All the superlatives one hears about Chiang Mai are true.
What had always struck me about Chiang Mai is that it is so strongly recommended by travelers with so many different interests and priorities. The city lovers and the city haters; the history buffs and the trekkers; the young backpackers and the mature comfort seekers – all had such high praise. How could it be that one place was so satisfying to so many different types of travelers?
As the bus from Sukhothai neared our destination, my priority was to make some choices regarding accommodations. Though I had several recommendations, none really stood out, so as we crossed the central plains then began to climb gradually up into the northern hills, I studied the city maps.
I always prefer to wander a city on foot, so decided on the area just east of the Old City. This allowed easy access to the river, the Night Bazaar, the original market Talot Warorot, and of course the densely packed and fascinating Old City, defined by its beautifully restored moats and gates, and by the faint remnants of brick walls.
By the time the bus pulled into the Chiang Mai station, I had located a promising listing in the Lonely Planet and organized a room there using my black market cell phone (bmcp). The next task was finding my way to the small, unassuming Sarah Guesthouse.
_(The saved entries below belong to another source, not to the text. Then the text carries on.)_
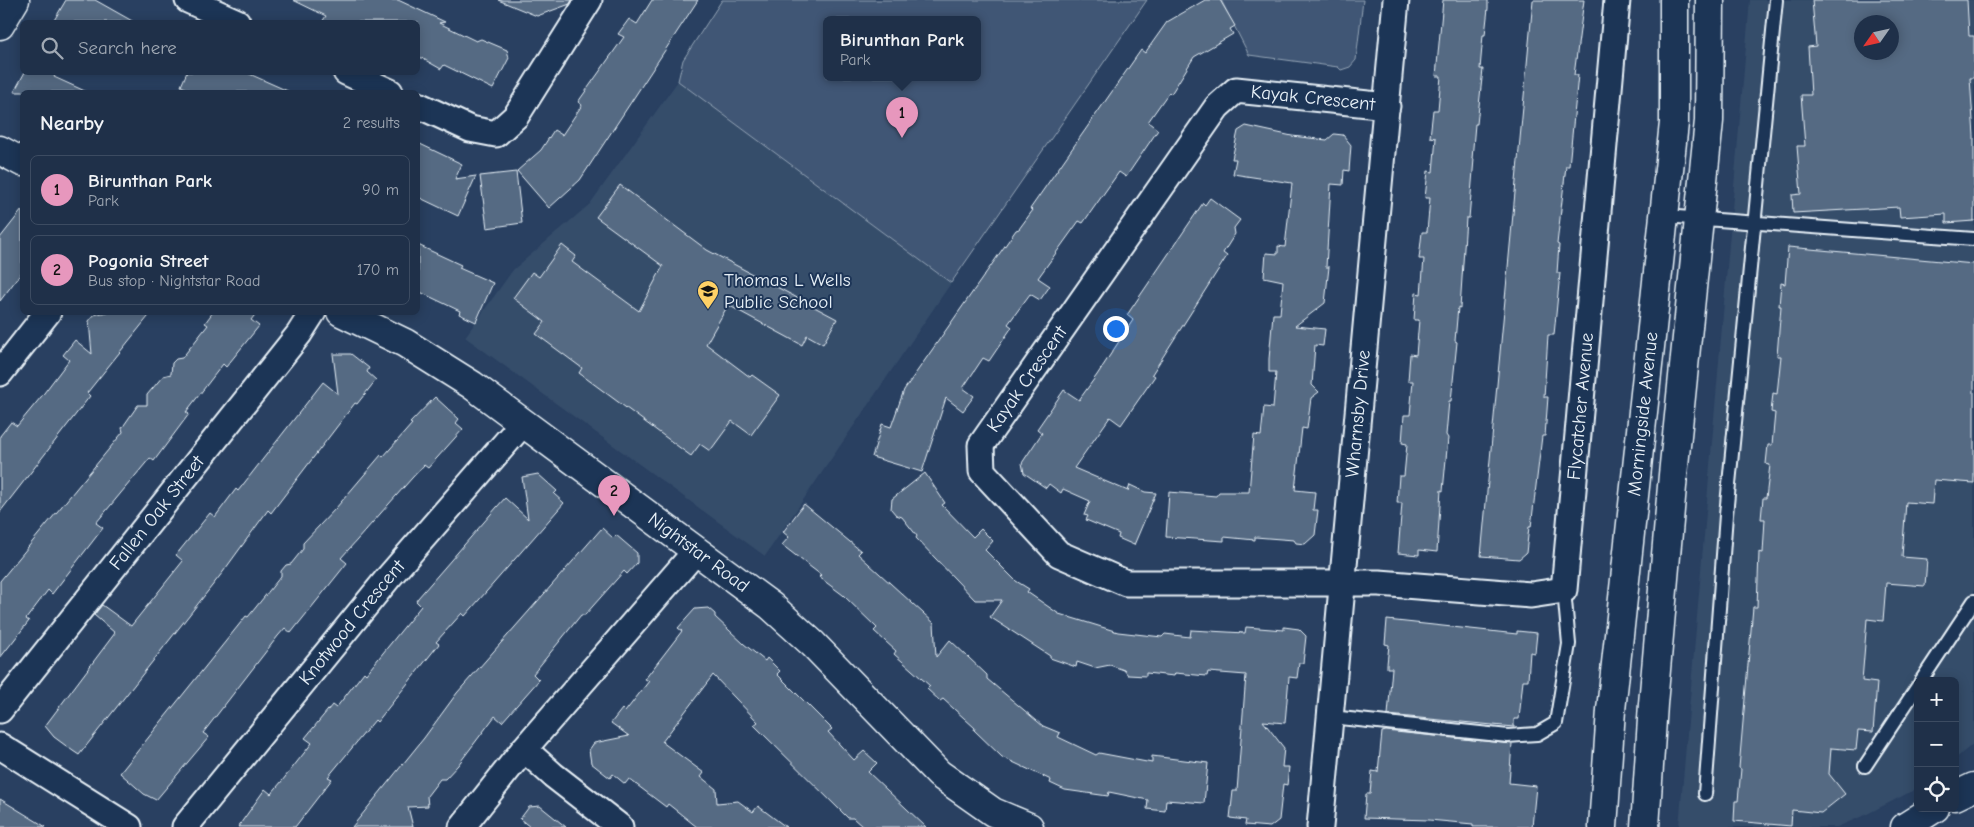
<!DOCTYPE html>
<html lang="en">
<head>
<meta charset="utf-8">
<style>
  :root { --surface:#1f3049; --page:#2c3c53; --text:#f1f3f6; --muted:#a1a9b4; --line:#3c4b61; --accent:#e797bd }
  body { margin:0; font-family:"Comic Neue",sans-serif; background:var(--page); color:var(--text) }
  .controls { position:absolute; right:15px; bottom:15px; display:grid; overflow:hidden; border-radius:8px; box-shadow:0 2px 12px #0003 }
  .controls button { width:45px; height:45px; display:grid; place-items:center; padding:0; border:0; border-bottom:1px solid var(--line); background:var(--surface); color:var(--text); font:25px sans-serif }
  .compass { position:absolute; left:1854px; top:15px; width:45px; height:45px; border-radius:50%; background:var(--surface); box-shadow:0 2px 12px #0003; rotate:236deg }
  .you { position:absolute; left:1115px; top:328px; width:18px; height:18px; margin:-12px; border:4px solid #fff; border-radius:50%; background:#1a73e8; box-shadow:0 0 0 8px #1a73e833 }
  .badge { display:grid; place-items:center; width:32px; height:32px; border-radius:50%; background:var(--accent); color:#111; font-size:16px; font-weight:700 }
  .pin { position:absolute; translate:-50% -41px; filter:drop-shadow(0 1px 2px #0008) }
  .pin::after { content:''; position:absolute; top:26px; width:18px; height:15px; background:inherit; clip-path:polygon(0 0,100% 0,50% 100%) }
  .popup { position:absolute; left:823px; top:16px; width:158px; height:65px; box-sizing:border-box; display:grid; place-content:center; border-radius:8px; background:var(--surface); filter:drop-shadow(0 1px 4px #0005); font-size:16px; white-space:nowrap; color:var(--muted) }
  .popup b { font-size:19px; color:var(--text) }
  .popup::after { content:''; position:absolute; left:50%; top:100%; margin-left:-10px; border:10px solid transparent; border-top-color:var(--surface) }
  .list { margin:0; padding:0; list-style:none }
  h2 { display:flex; justify-content:space-between; align-items:center; height:65px; margin:0; padding:0 20px; font-size:21px }
  h2 small { font-size:16px; font-weight:400; color:var(--muted) }
  .list li { display:grid; grid-template-columns:32px 1fr auto; gap:15px; align-items:center; box-sizing:border-box; height:70px; margin:0 10px 10px; padding:0 10px; border:1px solid var(--line); border-radius:8px }
  .list b { display:block; font-size:19px; white-space:nowrap }
  .list p { margin:0; font-size:16px; white-space:nowrap; color:var(--muted) }
  .list em { font-size:16px; font-style:normal; color:var(--muted) }
  .icon { flex:none; width:28px; height:28px; fill:none; stroke:currentColor; stroke-width:2; stroke-linecap:round; stroke-linejoin:round }
  .map { position:relative; flex:none; width:1974px; height:827px; overflow:hidden }
  .search { position:absolute; background:var(--surface); box-shadow:0 2px 12px #0003; left:20px; top:20px; width:400px; height:55px; display:flex; align-items:center; gap:12px; box-sizing:border-box; padding:0 18px; border-radius:8px; color:var(--muted); font-size:19px }
  .panel { position:absolute; background:var(--surface); box-shadow:0 2px 12px #0003; left:20px; top:90px; width:400px; height:225px; border-radius:8px }
  .map>svg:first-child { display:block }
</style>
</head>
<body>
<div class="map">
<svg width="1974" height="827" viewBox="0 0 1974 827">
  <rect width="100%" height="100%" fill="#294061"/>
  <filter id="ink" filterUnits="userSpaceOnUse"><feTurbulence type="fractalNoise" baseFrequency=".02" numOctaves="2"/><feDisplacementMap in="SourceGraphic" scale="10" xChannelSelector="R" yChannelSelector="G"/><feConvolveMatrix kernelMatrix="1 2 1 2 8 2 1 2 1" color-interpolation-filters="sRGB"/></filter>
  <g filter="url(#ink)">
    <path fill="#364d6b" fill-rule="evenodd" d="M1750,0H1974V743L1955,759V681H1918V788L1865,815L1837,827H1679ZM1862,22H1892V52H1862Z
      M678,81L951,283L765,556L465,337L513,270L590,204Z"/>
    <path fill="#415774" stroke="#94a4b6" fill-rule="evenodd" d="M722,0H1147L951,283L678,81L683,60ZM827,19H977V77H827Z
      M1221,0H1363L1356,60L1350,67L1341,70L1338,67L1249,55Z"/>
    <path fill="#556a83" stroke="#e8f1f8" fill-rule="evenodd" d="M66,0H95L134,22H53Z
      M293,0H398L445,22L439,23L476,41L481,39L507,50L509,58L493,89L444,65L441,69L418,56V22H322L326,16Z
      M498,0H572L570,4L537,16Z
      M652,0H698L580,180L549,208L517,171L541,150L554,130L562,135L582,105L578,102L624,37L618,34L629,19L637,24Z
      M1205,0H1220L1235,26L1230,29L1233,34L1194,57L1171,94L1169,92L1148,122L1158,130L1126,177L1119,172L1083,223L1079,221L1038,278L1050,286L1040,300L1030,294L1008,324L1012,327L989,361L983,358L963,388L974,396L963,411L946,398L922,472L872,457L882,424L891,427L904,390L1016,230L1019,229L1033,210L1030,209L1141,50L1145,53L1167,22Z
      M1443,0H1488V8L1485,35H1483L1480,69H1483L1477,124H1475L1472,159H1474L1469,218H1466L1460,308L1458,307L1455,341L1457,342L1451,401H1449L1446,435L1448,438L1443,491L1441,490L1437,552L1419,550V555L1398,553L1402,503H1397L1399,476H1404L1407,444L1402,443L1404,415H1410L1413,381H1408L1410,354L1416,355L1419,320H1414L1416,293L1421,294L1424,259H1419L1422,232H1427L1430,198H1425L1428,171L1433,172L1436,138L1430,137L1433,110H1438L1441,76H1436Z
      M1533,0H1584L1574,75H1578L1569,166H1566L1557,244L1559,245L1557,273H1560L1554,335H1548L1544,397H1548L1545,436H1542L1531,527H1529L1526,553L1519,559L1481,556Z
      M1812,0H1967L1969,36H1974V78H1970L1974,136V221L1946,223V214L1900,217L1899,207L1793,213L1792,195L1801,194L1797,146H1805L1801,95H1811L1808,47L1816,46ZM1862,22H1892V52H1862Z
      M25,72H57L54,77L87,92H14Z
      M187,72H245L290,92H195L181,86Z
      M1246,126L1292,136L1327,140L1334,134L1343,135L1351,145L1349,171L1344,170L1343,185L1331,184L1326,267H1329L1325,303L1295,326L1325,329L1323,346L1315,345L1312,385L1319,392L1311,398L1307,429L1302,428L1295,490L1315,492L1313,510H1318L1315,535L1305,544L1296,543L1294,540L1255,537V540L1224,537V541L1166,537L1169,492L1216,496L1219,492H1249L1254,435L1261,436L1264,407L1273,408L1276,372H1269V359L1273,314H1280L1283,281L1264,277L1266,253L1278,254V246L1285,247L1292,183L1233,174L1236,159H1232L1238,131Z
      M418,143L462,164L455,179L476,176L458,216L418,197Z
      M516,172L522,223L487,228L480,176Z
      M620,185L707,250L837,319L823,344L807,335L802,345L728,305L706,344L750,377L752,375L780,395L751,435L732,421L710,451L700,444L691,456L579,373L582,368L536,334L545,322L513,298L532,272L539,277L562,245L576,256L572,262L639,311L663,266L596,217Z
      M1210,198L1240,220L1234,228L1235,234L1223,253L1227,256L1152,374L1155,376L1121,425L1110,417L1074,468L1128,491L1130,485L1145,492L1156,493L1134,545L1118,538L1119,534L1086,520L1088,516L1084,515L1090,501L1063,489L1061,493L1049,484L1046,488L1024,473L1022,463L1042,433L1037,429L1064,390L1079,400L1097,375L1133,320L1127,315L1203,203L1205,205Z
      M22,210V272L0,301V238Z
      M418,245L461,265L459,268L493,283L476,322L459,314L460,311L418,291Z
      M1788,247L1974,264V483L1934,480L1932,504L1906,502L1902,557L1927,559L1925,586L1886,583L1883,621L1867,619L1862,681L1877,683L1873,732L1858,731L1856,750L1831,748L1829,774L1845,794L1821,813L1792,810L1791,826L1734,821L1735,801H1738L1741,769L1739,768L1753,607H1757L1759,552L1763,553L1765,519H1761L1763,498H1766L1770,465L1766,464L1768,445H1772L1775,413L1771,412L1773,393L1777,394L1781,356H1777L1781,306H1779L1781,283L1785,284Z
      M107,312H152L87,393L90,396L0,512V436L11,422L17,426L41,397L69,360L63,355L75,340L92,354L89,321L94,315Z
      M213,312H257L251,320L259,326L226,367L223,364L186,412L189,414L154,461L150,458L96,523L103,528L52,594L48,590L26,619L29,621L0,658V581L123,432L122,428L138,405H147V395L163,376L171,374L172,363L176,359L182,358L208,325L205,323Z
      M333,354H351L369,368L367,372L376,380L357,404L355,403L271,513L268,510L223,572L79,755L73,751L54,737L45,726L115,633L94,615L102,605L131,626L183,561L176,555L210,513L215,517L236,489L238,491L323,382L338,394Z
      M435,397L459,419L456,423L463,429L428,468L424,465L412,478L341,558L347,563L291,633L285,628L278,636L203,733L209,737L156,800L144,794L120,773L246,616L248,617L281,576V571L286,565L291,564L303,549V543L336,508L381,455L383,457L412,424L410,423Z
      M925,473L945,503L942,505L973,537L981,529L993,541L985,550L1016,581L1029,589L1027,592L1059,614L1118,632L1162,637L1165,634L1190,637L1191,630L1245,633L1246,627L1284,630V627L1299,629L1306,636L1303,663H1299L1297,678L1289,677L1285,723L1263,721L1284,748L1282,767H1289L1287,785L1283,784L1279,820L1270,827L1245,825L1246,820L1230,818L1233,791H1237L1246,675L1208,672L1207,676L1175,673L1174,676L1146,673V676L1128,675L1124,670L1110,665L1095,668L1077,662L1076,667L1050,658V656L990,617L1002,600H975L916,538L917,536L902,517L896,515L891,509L892,499Z
      M538,474L557,491L554,494L564,503L465,616L462,613L436,642L439,644L377,722L375,720L328,777L332,779L295,827H238L265,789L271,794L282,781L312,743L305,738L332,705L336,708L364,672L366,674L421,606L416,601L418,598L497,507L505,498L528,519L522,477Z
      M804,504L861,551L858,554L934,623L936,657L950,640L987,675V679L1043,726L1060,733L1058,737L1096,755L1099,753L1152,763V756L1208,763L1204,803L1166,800L1165,811L1147,809L1148,800L1109,792L1108,796L1065,790L1050,783L1051,780L1002,757L974,730L975,728L943,699L940,701L927,689L930,686L894,654L896,651L874,631L877,628L843,595L819,577L821,575L782,545L789,537L783,532Z
      M602,528L613,538L616,535L637,553V563L627,574L624,571L585,615H581L533,674L539,680L502,722L495,716L458,765L445,779H440L427,796L428,806L408,807L413,827H352L424,738L457,693Z
      M708,608L715,614V617L744,644L765,661L767,658L780,671L777,674L832,729L828,732L854,760L864,751L877,763L868,772L926,827H863L853,818H848L754,725L758,722L713,675L662,742L704,773L701,777L716,789L717,803L738,801L753,812L758,806L786,827H697L668,804L666,807L629,779L625,784L613,774L610,778L591,763L589,750L594,743L629,736L611,723L622,709L625,712L649,681L645,679L682,631L678,628L695,609Z
      M1387,620L1517,634V631L1537,633L1535,653L1530,652L1528,680H1523L1519,719H1514V727L1388,715L1392,668H1387V664L1389,645L1385,644Z
      M1386,731L1512,744L1509,783L1536,786L1532,827H1473V824L1429,820L1364,818L1366,794H1370L1372,771L1378,772L1382,732Z
      M0,799L46,827H0Z
      M540,806L566,827H530L520,819L529,807Z"/>
    <g fill="none" stroke-linecap="round" stroke-linejoin="round">
      <g stroke="#e8f1f8" stroke-width="16">
        <path id="service" d="M1664,216L1974,239
          M1921,681L1974,601
          M1331,717L1508,736L1537,734L1556,723L1569,644L1564,590
          M1865,766L1918,686
          M1705,794L1726,515L1776,0"/>
      </g>
      <g stroke="#e8f1f8" stroke-width="29">
        <g id="minor">
          <path d="M188,0L237,22"/>
          <path d="M346,72L390,92"/>
          <path d="M418,105L470,129L496,134L516,116L589,0"/>
          <path id="s1" d="M1387,106L1236,90L1217,107L981,445L982,471L1059,554L1126,583H1379L1531,595L1564,590L1617,0"/>
          <path d="M0,373L48,312"/>
          <path id="s2" d="M0,710L299,334L313,312"/>
          <path d="M0,746L129,827"/>
          <path d="M524,749L553,775L620,827"/>
          <path id="s3" d="M185,827L388,578L523,423"/>
          <path d="M462,827L524,749L696,551"/>
          <path id="s4" d="M1320,827L1396,0"/>
        </g>
      </g>
      <g stroke="#e8f1f8" stroke-width="31">
        <g id="tertiary">
          <path d="M0,25L15,0"/>
          <path d="M0,150L22,162"/>
          <path id="s5" d="M341,312L405,343L472,385L771,606L813,644L939,774L993,812L1029,827"/>
          <path d="M1955,796L1974,787"/>
          <path d="M1905,827L1935,808"/>
        </g>
      </g>
      <g stroke="#e8f1f8" stroke-width="31">
        <g id="secondary">
          <path id="s6" d="M1603,827L1611,710L1674,123V0"/>
          <path d="M1645,827L1653,704L1673,475L1709,121L1710,0"/>
        </g>
      </g>
      <use href="#service" stroke="#1d3557" stroke-width="12"/>
      <use href="#minor" stroke="#1d3557" stroke-width="25"/>
      <use href="#tertiary" stroke="#1d3557" stroke-width="28"/>
      <use href="#secondary" stroke="#1d3557" stroke-width="28"/>
    </g>
  </g>
  <defs>
    <g id="school-pin" transform="scale(1.125)"><path d="M0 17L-7.5 6A9.5 9.5 0 1 1 7.5 6Z" fill="#ffd166" stroke="#1d3557"/><path d="M0-5L7-2L0 1L-7-2ZM-4 1L0 2.5L4 1V4Q0 6-4 4Z" fill="#111"/></g>
  </defs>
  <g fill-rule="evenodd">
    <use href="#school-pin" x="708" y="291"/>
  </g>
  <g text-anchor="middle" dominant-baseline="central" stroke-width="4" stroke-linejoin="round" paint-order="stroke">
    <g font-size="19" fill="#e8f1f8" stroke="#1d3557">
      <text transform="translate(1313 98) rotate(6)">Kayak Crescent</text>
      <text transform="translate(1027 379) rotate(-55)">Kayak Crescent</text>
      <text stroke="none"><textPath href="#s1" startOffset="1425">Flycatcher Avenue</textPath></text>
      <text stroke="none"><textPath href="#s4" startOffset="415">Wharnsby Drive</textPath></text>
      <text stroke="none"><textPath href="#s6" startOffset="415">Morningside Avenue</textPath></text>
      <text stroke="none"><textPath href="#s2" startOffset="252">Fallen Oak Street</textPath></text>
      <text stroke="none"><textPath href="#s5" startOffset="432">Nightstar Road</textPath></text>
      <text stroke="none"><textPath href="#s3" startOffset="264">Knotwood Crescent</textPath></text>
    </g>
    <g font-size="19" fill="#e8f1f8" stroke="#1d3557" text-anchor="start">
      <text x="724" y="280">Thomas L Wells<tspan x="724" dy="22">Public School</tspan></text>
    </g>
  </g>
</svg>
<div class="controls">
<button>+</button>
<button>−</button>
<button><svg class="icon" aria-label="locate" viewBox="0 0 24 24"><circle cx="12" cy="12" r="6"/><path d="M12 2v4M12 18v4M2 12h4M18 12h4"/></svg></button>
</div>
<svg class="compass" viewBox="-18 -18 36 36"><path d="M0-13l5 13h-10z" fill="#e53935"/><path d="M0 13l5-13h-10z" fill="#a1a9b4"/></svg>
<div class="you"></div>
<div class="pin badge" style="left:902px;top:138px">1</div>
<div class="popup"><b>Birunthan Park</b>Park</div>
<div class="pin badge" style="left:614px;top:516px">2</div>
<div class="search"><svg class="icon" aria-label="search" viewBox="0 0 24 24"><circle cx="10" cy="10" r="6"/><path d="M15 15l6 6"/></svg>Search here</div>
<section class="panel">
<h2>Nearby<small>2 results</small></h2>
<ul class="list">
<li><span class="badge">1</span><div><b>Birunthan Park</b><p>Park</p></div><em>90 m</em></li>
<li><span class="badge">2</span><div><b>Pogonia Street</b><p>Bus stop · Nightstar Road</p></div><em>170 m</em></li>
</ul>
</section>
</div>
</body>
</html>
Easiest and most costly would be a taxi or a private tuktuk. Least expensive and perfectly adequate would be a shared songthaew which will carry perhaps a dozen people with luggage. But by the time I reach the waiting songthaews, the next to leave is about to depart. The songthaews only leave when full, oh make that overfull. This is Asia after all.
There are three of us now, waiting in the next vehicle in the queue and who knows when the next bus will arrive; we are facing possibly a very long wait. A little lateral thinking comes into play. We find that the three of us can just squeeze into one tuktuk, so off we go. I am dropped at my guesthouse, and the couple I have shared with continue on to some place the driver will prefer as he will be able to get a commission for bringing in new guests.
Chiang Mai has many guesthouses, far too many really. Practically every residence in or near the Old City now takes in tourists. This one told the story for me; I guess they’d pretty much run out of new names.
Of course, in Asia the phrase you hear all time is “Same same but different.” The name, of course, implies the ‘different’, but this place doesn’t look different all and I am confident enough that it is not that I get my giggle from the sign and move on. The life blood of tourism circulates in Chiang Mai. Nearly everyone seems to run a guesthouse, a restaurant and a travel desk.
But the small guesthouse I had happened upon turns out to be a jewel. It is a cement block structure on a narrow back street, two stories high, with only six rooms on each level; simple, but entirely adequate, and quiet. There is a small garden and a pleasant covered patio with wifi.
From here there are several winding back streets. Finding my way back will turn out to be much easier in the daylight.